About this task => The expected result is a verbatim repetition of the lines from the start of the entries through the line containing "function label(font, color, halo, rows, align", with the pictures removed.

Listed entries =>
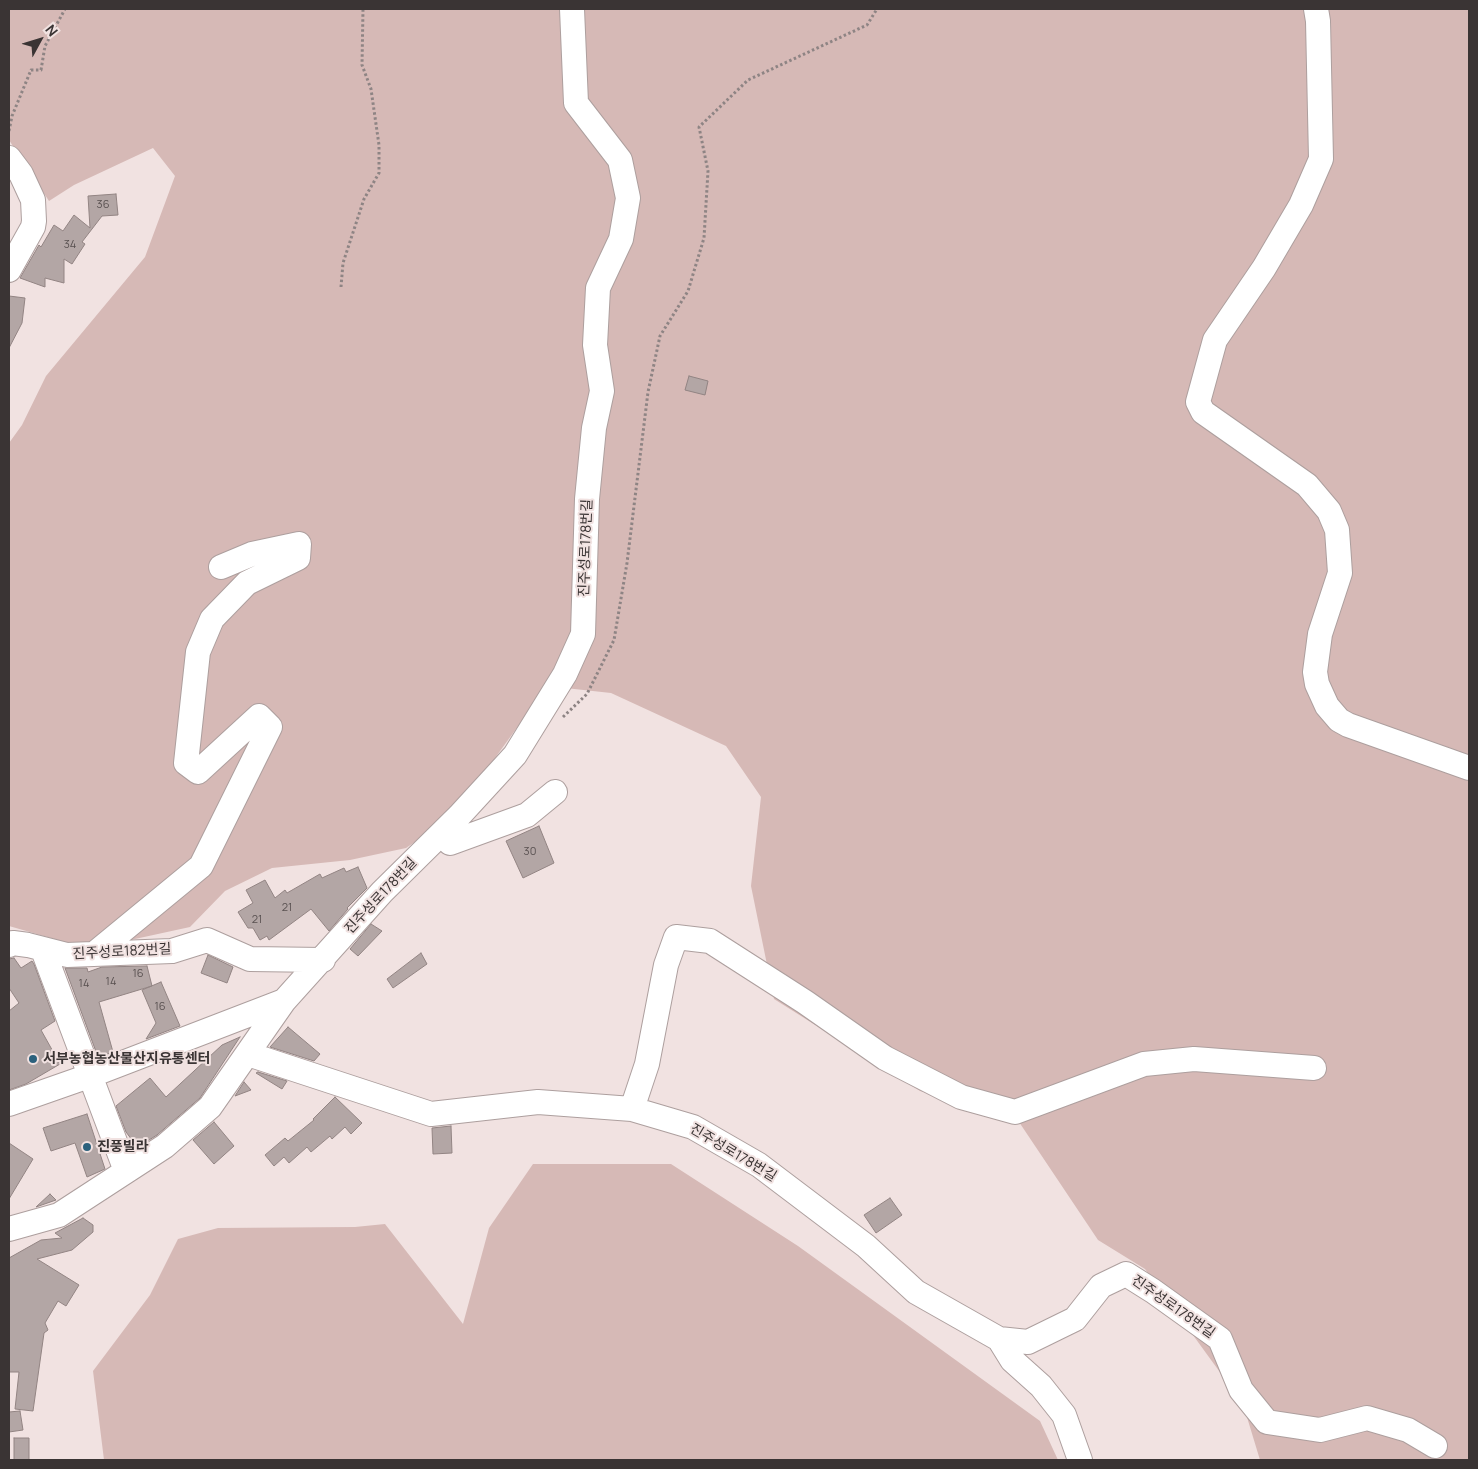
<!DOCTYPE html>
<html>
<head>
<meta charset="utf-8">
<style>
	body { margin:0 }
	#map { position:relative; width:1478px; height:1469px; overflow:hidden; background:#f1e2e1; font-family:Manrope,sans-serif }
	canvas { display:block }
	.frame { position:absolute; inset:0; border:10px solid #3a3434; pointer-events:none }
	.north { position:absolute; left:15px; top:15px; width:50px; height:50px; -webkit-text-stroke:4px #f1e2e1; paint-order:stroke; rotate:51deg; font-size:14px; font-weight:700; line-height:20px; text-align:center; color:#3a3434 }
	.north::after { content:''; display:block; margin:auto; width:18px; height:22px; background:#3a3434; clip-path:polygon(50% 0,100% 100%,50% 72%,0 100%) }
</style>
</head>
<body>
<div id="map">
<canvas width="1478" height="1469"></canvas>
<div class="frame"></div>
<div class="north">N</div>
</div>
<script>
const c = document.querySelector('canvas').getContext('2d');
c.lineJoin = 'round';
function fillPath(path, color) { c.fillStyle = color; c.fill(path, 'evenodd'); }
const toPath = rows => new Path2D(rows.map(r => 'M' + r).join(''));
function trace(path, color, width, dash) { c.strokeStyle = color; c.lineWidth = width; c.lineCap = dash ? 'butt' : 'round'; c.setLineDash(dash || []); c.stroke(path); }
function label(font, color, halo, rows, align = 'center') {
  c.font = font + ' Manrope,"Noto Sans KR",sans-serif'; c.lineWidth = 4; c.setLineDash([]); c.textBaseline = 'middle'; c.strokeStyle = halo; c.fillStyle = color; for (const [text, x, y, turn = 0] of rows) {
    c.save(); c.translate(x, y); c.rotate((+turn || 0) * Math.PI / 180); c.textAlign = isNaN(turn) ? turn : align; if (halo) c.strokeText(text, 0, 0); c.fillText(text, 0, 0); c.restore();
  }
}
fillPath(toPath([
	[9,9,1469,9,1469,1460,1260,1460,1243,1404,1145,1269,1098,1240,1017,1119,920,1091,774,999,751,886,761,797,726,746,611,693,547,686,482,776,441,824,406,848,350,860,272,868,225,891,190,927,89,949,9,926,9,443,22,425,46,376,145,257,175,176,153,148,74,185,49,201,9,140],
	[533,1164,671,1164,798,1246,1040,1421,1058,1460,104,1460,93,1371,150,1295,178,1239,218,1228,355,1227,385,1224,463,1324,489,1228]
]), '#d6b9b6');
const building = toPath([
	[116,194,118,215,102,216,82,242,85,244,72,264,64,259,64,283,45,278,45,287,20,278,39,245,41,247,54,225,63,231,74,215,90,228,88,196,116,194],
	[9,296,25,298,22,323,9,348,9,296],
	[689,376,708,381,705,395,685,390,689,376],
	[539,826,554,863,523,878,506,841,539,826],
	[358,867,367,888,347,908,348,909,329,931,311,909,269,940,267,936,260,940,253,928,248,928,238,912,253,903,246,890,265,880,275,898,285,890,287,893,320,874,322,878,344,868,346,872,358,867],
	[371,924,382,931,358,956,350,949,371,924],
	[421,953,427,964,393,988,387,979,421,953],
	[208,955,233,967,227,983,201,973,208,955],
	[14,958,21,968,32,961,34,964,55,1021,41,1030,60,1064,26,1084,9,1090,9,1011,19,1003,9,988,9,959,14,958],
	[147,966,152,986,99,1002,113,1052,98,1057,65,968,87,968,88,972,102,967,147,966],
	[161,982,180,1026,146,1039,156,1023,142,990,161,982],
	[288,1027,320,1054,314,1061,270,1047,288,1027],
	[240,1037,200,1098,157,1135,133,1150,130,1142,132,1140,126,1132,116,1106,150,1078,166,1097,222,1045,240,1037],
	[258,1072,287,1081,282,1089,256,1073,258,1072],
	[244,1082,251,1090,235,1096,244,1082],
	[335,1097,362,1123,351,1134,345,1127,332,1139,330,1136,311,1152,307,1147,289,1163,284,1157,274,1166,265,1155,285,1138,288,1141,314,1120,313,1119,335,1097],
	[87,1114,105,1169,87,1177,75,1143,51,1151,43,1128,87,1114],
	[214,1122,234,1146,214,1164,193,1140,214,1122],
	[451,1126,452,1153,433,1154,432,1128,451,1126],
	[9,1143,33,1159,9,1199,9,1143],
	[50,1194,56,1200,36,1207,50,1194],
	[890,1198,902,1215,876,1233,864,1215,890,1198],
	[83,1218,93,1225,93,1232,72,1250,37,1259,79,1285,66,1306,58,1301,45,1323,48,1330,44,1333,33,1411,15,1409,19,1372,9,1372,9,1258,41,1240,62,1238,55,1233,83,1218],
	[20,1411,23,1430,9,1432,9,1412,20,1411],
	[14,1438,29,1438,29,1460,14,1460,14,1438]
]);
fillPath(building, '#b3a6a5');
trace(building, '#928483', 1);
const minor = toPath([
	[1316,9,1318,21,1321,159,1301,205,1264,268,1215,340,1198,402,1203,412,1307,485,1329,511,1337,530,1340,573,1320,634,1315,672,1317,684,1327,706,1339,720,1348,725,1469,768],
	[9,158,21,174,33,200,34,221,33,227,9,270],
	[450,843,527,815,555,792],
	[9,945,13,943,28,945,67,955,172,951,207,940,250,959,323,960],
	[43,950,126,1171],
	[94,954,201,866,270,727,259,716,198,772,186,763,198,652,212,619,247,583,298,558,299,544,252,554,221,567],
	[248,1054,431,1114,538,1102,632,1109,693,1127,759,1165,866,1246,916,1292,999,1339,1028,1342,1075,1319,1101,1286,1126,1274,1153,1291,1220,1339,1241,1390,1267,1422,1320,1430,1367,1418,1408,1430,1435,1446],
	[9,1104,89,1076,284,1001],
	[632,1109,647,1064,666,965,676,937,710,941,805,1002,885,1058,961,1097,1015,1112,1144,1064,1194,1059,1314,1068],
	[9,1229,59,1215,165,1146,210,1107,284,1001,382,892,459,816,515,755,565,674,583,634,587,499,594,428,602,391,595,345,598,288,621,239,628,198,620,160,576,103,572,9],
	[999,1339,1012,1360,1041,1386,1064,1415,1080,1460]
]);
trace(minor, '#ad9f9e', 26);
trace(toPath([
	[9,131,12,116,31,70,41,70,45,46,65,9],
	[341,287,343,263,364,199,379,173,379,145,371,89,362,65,363,9],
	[563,717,587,694,614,640,627,563,648,392,660,336,688,291,704,238,708,171,699,127,748,80,867,25,877,9]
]), '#8e8484', 3, [2.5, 2.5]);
trace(minor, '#fff', 24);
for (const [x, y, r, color] of [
	[33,1059,5,"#2b617d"],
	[87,1147,5,"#2b617d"]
]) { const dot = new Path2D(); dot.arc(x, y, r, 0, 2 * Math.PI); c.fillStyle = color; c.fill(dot); trace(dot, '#f1e2e1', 2); }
label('11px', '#585050', null, [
	["36",103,205],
	["34",70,245],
	["30",530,852],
	["21",287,908],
	["21",257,920],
	["16",138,974],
	["14",111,982],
	["14",84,984],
	["16",160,1007]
]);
label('14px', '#3a3434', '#f1e2e1', [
	["진주성로178번길",586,548,-88],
	["진주성로178번길",381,896,-47],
	["진주성로182번길",122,952,-3],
	["진주성로178번길",733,1153,31],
	["진주성로178번길",1173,1307,35]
]);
label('bold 14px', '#3a3434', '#f1e2e1', [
	["서부농협농산물산지유통센터",43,1059],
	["진풍빌라",97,1147]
], 'left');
</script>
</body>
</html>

Exercise result =>
<!DOCTYPE html>
<html>
<head>
<meta charset="utf-8">
<style>
	body { margin:0 }
	#map { position:relative; width:1478px; height:1469px; overflow:hidden; background:#f1e2e1; font-family:Manrope,sans-serif }
	canvas { display:block }
	.frame { position:absolute; inset:0; border:10px solid #3a3434; pointer-events:none }
	.north { position:absolute; left:15px; top:15px; width:50px; height:50px; -webkit-text-stroke:4px #f1e2e1; paint-order:stroke; rotate:51deg; font-size:14px; font-weight:700; line-height:20px; text-align:center; color:#3a3434 }
	.north::after { content:''; display:block; margin:auto; width:18px; height:22px; background:#3a3434; clip-path:polygon(50% 0,100% 100%,50% 72%,0 100%) }
</style>
</head>
<body>
<div id="map">
<canvas width="1478" height="1469"></canvas>
<div class="frame"></div>
<div class="north">N</div>
</div>
<script>
const c = document.querySelector('canvas').getContext('2d');
c.lineJoin = 'round';
function fillPath(path, color) { c.fillStyle = color; c.fill(path, 'evenodd'); }
const toPath = rows => new Path2D(rows.map(r => 'M' + r).join(''));
function trace(path, color, width, dash) { c.strokeStyle = color; c.lineWidth = width; c.lineCap = dash ? 'butt' : 'round'; c.setLineDash(dash || []); c.stroke(path); }
function label(font, color, halo, rows, align = 'center') {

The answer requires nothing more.